Some will act out in anger everytime. We think that will get us the reward we’re seeking. Inevitably people respond in kind and we end up miserable. Bill says that we step on the toes of others and they retaliate. Others become a patsy. They are seeking affection, which was denied them, when they were young. They want everyone to like them. They bend over backwords to please. They end up being taken advantage of and they end up in misery.

Why even investigate this stuff? Because sooner or later, if we continue down this road of emotional programs for happiness, we can end up drinking again. Like the sixth step says in the 12&12, delay might be fatal. But there is a solution. We can bring the full force of this spiritual program, the spiritual principles into action. We have to stop seeing things as problems we have to figure out ourselves. My way never worked. Why am I surprised by something I already know?

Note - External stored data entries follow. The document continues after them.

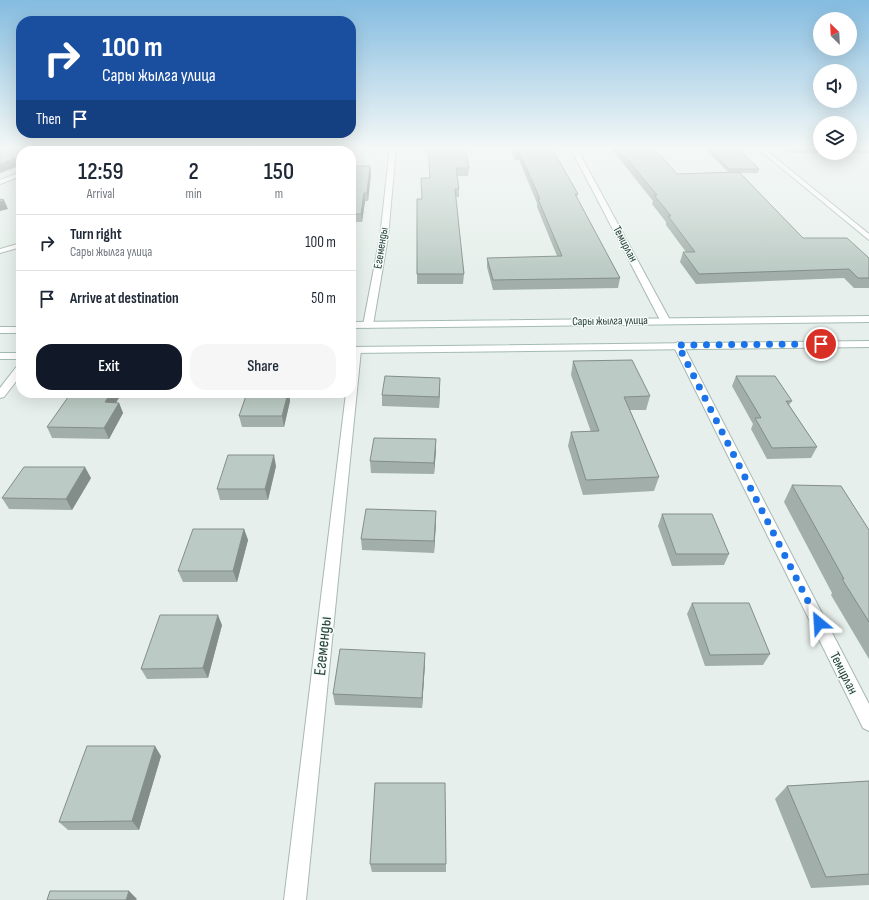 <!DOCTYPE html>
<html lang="en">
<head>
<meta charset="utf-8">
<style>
  :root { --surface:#fff; --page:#f6f6f7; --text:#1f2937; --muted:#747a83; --line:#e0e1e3; --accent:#111827 }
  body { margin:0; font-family:"Sofia Sans Condensed",sans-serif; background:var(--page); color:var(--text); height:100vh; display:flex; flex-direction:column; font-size:15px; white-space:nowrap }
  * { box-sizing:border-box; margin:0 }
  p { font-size:13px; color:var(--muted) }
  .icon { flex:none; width:22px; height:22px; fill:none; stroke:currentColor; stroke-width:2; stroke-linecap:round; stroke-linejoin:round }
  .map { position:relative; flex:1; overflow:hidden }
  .drawer { position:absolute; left:16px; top:146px; width:340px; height:252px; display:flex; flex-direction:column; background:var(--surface); border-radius:16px; box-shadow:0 4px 16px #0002 }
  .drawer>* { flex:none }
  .top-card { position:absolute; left:16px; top:16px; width:340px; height:122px; border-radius:16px; box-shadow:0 4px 16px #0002; background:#1a4fa0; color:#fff; overflow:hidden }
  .needle { width:26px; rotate:336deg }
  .controls { position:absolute; left:813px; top:12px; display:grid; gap:8px }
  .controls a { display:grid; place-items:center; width:44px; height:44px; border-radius:50%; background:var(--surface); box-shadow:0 4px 16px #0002; font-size:20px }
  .pin { position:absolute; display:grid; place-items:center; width:34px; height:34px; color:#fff; margin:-17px; border:2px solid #fff; border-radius:50%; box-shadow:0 1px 4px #0007 }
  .me { position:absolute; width:44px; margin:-22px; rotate:333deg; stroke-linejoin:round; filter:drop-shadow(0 0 3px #0008) }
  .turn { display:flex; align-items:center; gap:14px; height:84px; padding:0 20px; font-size:18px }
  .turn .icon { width:52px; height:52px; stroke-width:2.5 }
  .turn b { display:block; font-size:28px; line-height:34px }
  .then { display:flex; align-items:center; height:38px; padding:0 20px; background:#0003; gap:8px; font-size:15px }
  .eta { display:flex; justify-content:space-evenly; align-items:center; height:68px; text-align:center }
  .eta b { font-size:24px; font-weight:600; line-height:28px }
  .cta { display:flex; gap:8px; margin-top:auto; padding:8px 20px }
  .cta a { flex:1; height:46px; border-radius:16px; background:var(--accent); color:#fff; font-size:16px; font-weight:600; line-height:46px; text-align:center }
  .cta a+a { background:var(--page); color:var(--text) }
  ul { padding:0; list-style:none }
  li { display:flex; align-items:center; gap:12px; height:56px; padding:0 20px; border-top:1px solid var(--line) }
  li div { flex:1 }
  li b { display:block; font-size:15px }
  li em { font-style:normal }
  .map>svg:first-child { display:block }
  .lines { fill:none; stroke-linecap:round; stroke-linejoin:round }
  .street-casing { stroke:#a8b8b2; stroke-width:2 }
  .secondary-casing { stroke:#a4bbb3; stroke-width:2 }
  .street { fill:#fff; fill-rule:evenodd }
  .secondary { fill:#fff; fill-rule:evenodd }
  .wall { fill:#a1aea9 }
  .shaded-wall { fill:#838d89 }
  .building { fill:#bbcac4; stroke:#838d89 }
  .route { stroke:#1a73e8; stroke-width:7; stroke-dasharray:0 12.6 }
  .labels { text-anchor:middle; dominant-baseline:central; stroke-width:3; stroke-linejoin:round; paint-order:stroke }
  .far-street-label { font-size:12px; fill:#24423a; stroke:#f7fbf9 }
  .street-label { font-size:14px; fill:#24423a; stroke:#f7fbf9 }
  .near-street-label { font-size:17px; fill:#24423a; stroke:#f7fbf9 }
</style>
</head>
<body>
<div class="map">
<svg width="869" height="900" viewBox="0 0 869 900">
  <rect width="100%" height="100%" fill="#e6efeb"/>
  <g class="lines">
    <g class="street-casing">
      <path id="street" d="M328,147H336L326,151H316Z
        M390,147H396L388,237L373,325L368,328L363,325L380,237Z
        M570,147H576L670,320L668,322H662L660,320Z
        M756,147H762L869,234V240Z
        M21,172V176L0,184V180Z
        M21,243V247L0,253V249Z
        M678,342L683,345L869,704V731L863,728L673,345Z
        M356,347L361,350L306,900H284L346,393H351V350Z
        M21,365V375L4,397L0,398V388L17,366Z"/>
    </g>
    <g class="secondary-casing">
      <path id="secondary" d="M869,316V322L351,328V322Z
        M0,327H21V333H0Z
        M869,341V347L351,353V347Z
        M0,353H21V359H0Z"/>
    </g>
    <use href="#street" class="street"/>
    <use href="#secondary" class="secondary"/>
  </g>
  <path class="wall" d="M0,147H277L263,151H21V165L0,173Z
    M428,147H465L469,168L468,176H457L459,189V197H456L464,274L463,284H417V199H422L430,178Z
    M510,147H551L578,194L577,197L620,278L618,288L493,290L487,267V258L557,256L537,207V203L519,160H515Z
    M610,147H653L677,174L728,172L703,147H737L759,169L758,173H740L803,238L869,258V288H854L844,278L696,284L680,262L683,252H686L666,225V222L652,204L653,201Z
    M781,147H820V153H789Z
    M850,147H869V153H850Z
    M351,166H370L371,174L368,201H365L362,222H351Z
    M573,361L650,396L646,410H630L659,477L654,491L583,495L568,446L571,432H591L571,375Z
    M736,376L792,401L789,405L817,447L811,458L767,459L751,429L753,424L732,386Z
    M440,388L439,408L382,406V395Z
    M122,393L116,403H119L123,413L109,439L52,438L47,427Z
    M247,393H289L290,401L284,427H242L239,416Z
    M436,439V450L434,474L371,473L370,461Z
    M276,466L268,500H220L217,489Z
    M91,478L72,510L9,509L2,498Z
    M792,485L869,530V659L831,595L832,593L784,502Z
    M662,514L729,554L724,565L672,566L658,526Z
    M436,522L434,553L362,550L361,539Z
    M244,529L248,540L237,582H183L178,571Z
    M692,603L770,654L763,665L705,666L687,614Z
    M222,625L208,678L147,679L141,669Z
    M425,663L422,708L335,705L333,694Z
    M161,756L139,830H68L59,822Z
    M869,781V885L811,888L775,799L787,786Z
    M370,864H446V872H372Z"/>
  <path class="shaded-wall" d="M49,147H56L58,151H37Z
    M251,147H277L263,151H236Z
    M21,156V165L0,173V164Z
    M370,166L371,174L368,201L367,193Z
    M364,193L365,201L362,222L361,214Z
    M4,200L8,209L0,211V202Z
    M440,378V388L439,408V397Z
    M111,393H122L109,413L105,402Z
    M288,393H289L290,401L284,427L282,416Z
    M119,403L123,413L109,439L104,428Z
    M436,439V450L434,474V463Z
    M274,455L276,466L268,500L265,489Z
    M85,467L91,478L72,510L66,499Z
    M436,511V522L434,553V541Z
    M244,529L248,540L237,582L233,571Z
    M218,615L222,625L208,678L203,668Z
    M425,653V663L422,708V698Z
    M155,746L161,756L139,830L132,821Z
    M129,891L137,899L136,900H126Z"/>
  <path class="building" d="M0,147H49L37,151H21V156L0,164Z
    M63,147H251L236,151H78Z
    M428,147H465L469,168H456L459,189H455L464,274H417V199H422L421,178H430Z
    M514,147H551L578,194H575L620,278L493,280L487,258L562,256L538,199H540L519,152H516Z
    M617,147H653L677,174L739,172L803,238H847L869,258V278H858L849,269L699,274L683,252H695L668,216H671L654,195H657Z
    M708,147H737L759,169H729Z
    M787,147H820V149H790Z
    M850,147H869V149H850Z
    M351,166H370L367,193H364L361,214H351Z
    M0,199L4,200L0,202Z
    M632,360L650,396L624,397L659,477L586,480L571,432L599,431L573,361Z
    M385,376L440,378L439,397L382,395Z
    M736,376H775L792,401H786L817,447L772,448L755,418H761Z
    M71,393H111L105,402L119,403L104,428L47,427Z
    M247,393H288L282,416H239Z
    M374,438L436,439L434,463L370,461Z
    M228,455H274L265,489H217Z
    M24,467H85L66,499L2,498Z
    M792,485L841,486L869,530V622L842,579H844Z
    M366,509L436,511L434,541L361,539Z
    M662,514H712L729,554H676Z
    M193,529H244L233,571H178Z
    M692,603H749L770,654L710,655Z
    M160,615H218L203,668L141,669Z
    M340,649L425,653L422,698L333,694Z
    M87,746H155L132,821L59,822Z
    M869,781V874L826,877L787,786Z
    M375,783H445L446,864H370Z
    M50,891H129L126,900H47Z"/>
  <linearGradient id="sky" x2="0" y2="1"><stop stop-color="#84bce0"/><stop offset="0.54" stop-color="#f4f8f6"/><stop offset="1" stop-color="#f4f8f6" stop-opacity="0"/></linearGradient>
  <rect width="869" height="273" fill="url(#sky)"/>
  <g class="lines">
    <path class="route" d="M819,623L678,345L821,344"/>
  </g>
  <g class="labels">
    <g class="far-street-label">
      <text transform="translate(625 244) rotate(62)">Темирлан</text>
      <text transform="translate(381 248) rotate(-81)">Егеменды</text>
      <text transform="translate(610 321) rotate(-1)">Сары жылга улица</text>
    </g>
    <g class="street-label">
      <text transform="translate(844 673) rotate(63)">Темирлан</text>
    </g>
    <g class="near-street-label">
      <text transform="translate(323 646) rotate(-84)">Егеменды</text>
    </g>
  </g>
</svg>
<div class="controls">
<a><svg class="needle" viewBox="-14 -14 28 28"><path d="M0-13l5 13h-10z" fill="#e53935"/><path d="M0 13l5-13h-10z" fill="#747a83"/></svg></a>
<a><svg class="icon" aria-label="sound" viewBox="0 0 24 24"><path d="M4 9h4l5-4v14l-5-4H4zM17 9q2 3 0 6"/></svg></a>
<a><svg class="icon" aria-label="layers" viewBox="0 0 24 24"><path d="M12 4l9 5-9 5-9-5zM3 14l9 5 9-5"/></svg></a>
</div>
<div class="pin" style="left:821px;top:344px;background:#d93025"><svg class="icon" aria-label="arrive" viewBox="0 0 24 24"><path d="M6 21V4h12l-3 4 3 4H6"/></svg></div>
<svg class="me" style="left:819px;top:623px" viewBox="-20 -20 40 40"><path d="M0-17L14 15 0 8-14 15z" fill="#1a73e8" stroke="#fff" stroke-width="4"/></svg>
<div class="top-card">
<div class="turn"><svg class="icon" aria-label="right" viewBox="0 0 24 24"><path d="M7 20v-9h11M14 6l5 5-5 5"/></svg><div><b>100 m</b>Сары жылга улица</div></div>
<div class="then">Then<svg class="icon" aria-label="arrive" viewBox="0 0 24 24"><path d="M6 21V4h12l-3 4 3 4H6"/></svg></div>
</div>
<section class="drawer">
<div class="eta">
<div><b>12:59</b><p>Arrival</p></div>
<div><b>2</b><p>min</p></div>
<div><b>150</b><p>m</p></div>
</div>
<ul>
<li><svg class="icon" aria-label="right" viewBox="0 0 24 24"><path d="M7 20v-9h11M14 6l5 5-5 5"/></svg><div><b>Turn right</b><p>Сары жылга улица</p></div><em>100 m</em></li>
<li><svg class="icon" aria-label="arrive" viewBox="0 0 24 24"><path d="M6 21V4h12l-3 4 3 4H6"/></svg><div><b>Arrive at destination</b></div><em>50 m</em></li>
</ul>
<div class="cta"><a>Exit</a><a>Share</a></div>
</section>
</div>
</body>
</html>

Carl Jung and a host of psychologists and spiritual writers, including Bill W., have been trying to warn us against not looking in the right places for the cause of our difficulties. Not paying attention to them and their causes can lead to them coming up and biting us in a very uncomfortable area of our anatomy.

I always think back to the case of the judge in NYC, who, at a relatively advanced age, was imprisoned for stalking a woman. Here was a very famous barrister, well known nationally for his writings on the law, and he one day gets so obsessed that he ended up in jail himself. Robert Johnson said he failed to take care of things he should have been paying attention to.

We’re told that if we rest on our laurels in this spiritual program of action we’re soon headed for trouble. What is this spiritual program of action? The steps. All of them. Including the eighth, which helps us open up the door to find out what’s wrong with us. It’s part of the program to help us achieve the manageability we’re seeking.

M. Scott Peck wrote about some of this. He talked about the mother, who could not love her children or show any affection. The affect on the children was long lasting. Long beyond memory, it becomes lost in the fog of life and slips into our unconcious, affording us the opportunity to act out in inappropriate ways in the future. Like the judge. Father Keating gave the example of the mother, who told her young children that God was watching them, if they took a cookie from the cookie jar. A crippling view of God and guilt…and fear.

All this so that I won’t have to drink again. Clear away the wreckage of the past…but maybe the first on the list of the seven deadly sins, pride, will cause me to stumble and say, not me, I don’t have to.

The wonderful thing about this program is that I only have to do anything one day at a time. I don’t have to do it forever. But, I have to get a start.

Sometimes, when I act as if and act differently, it loosens things up and the answer begins to come into view.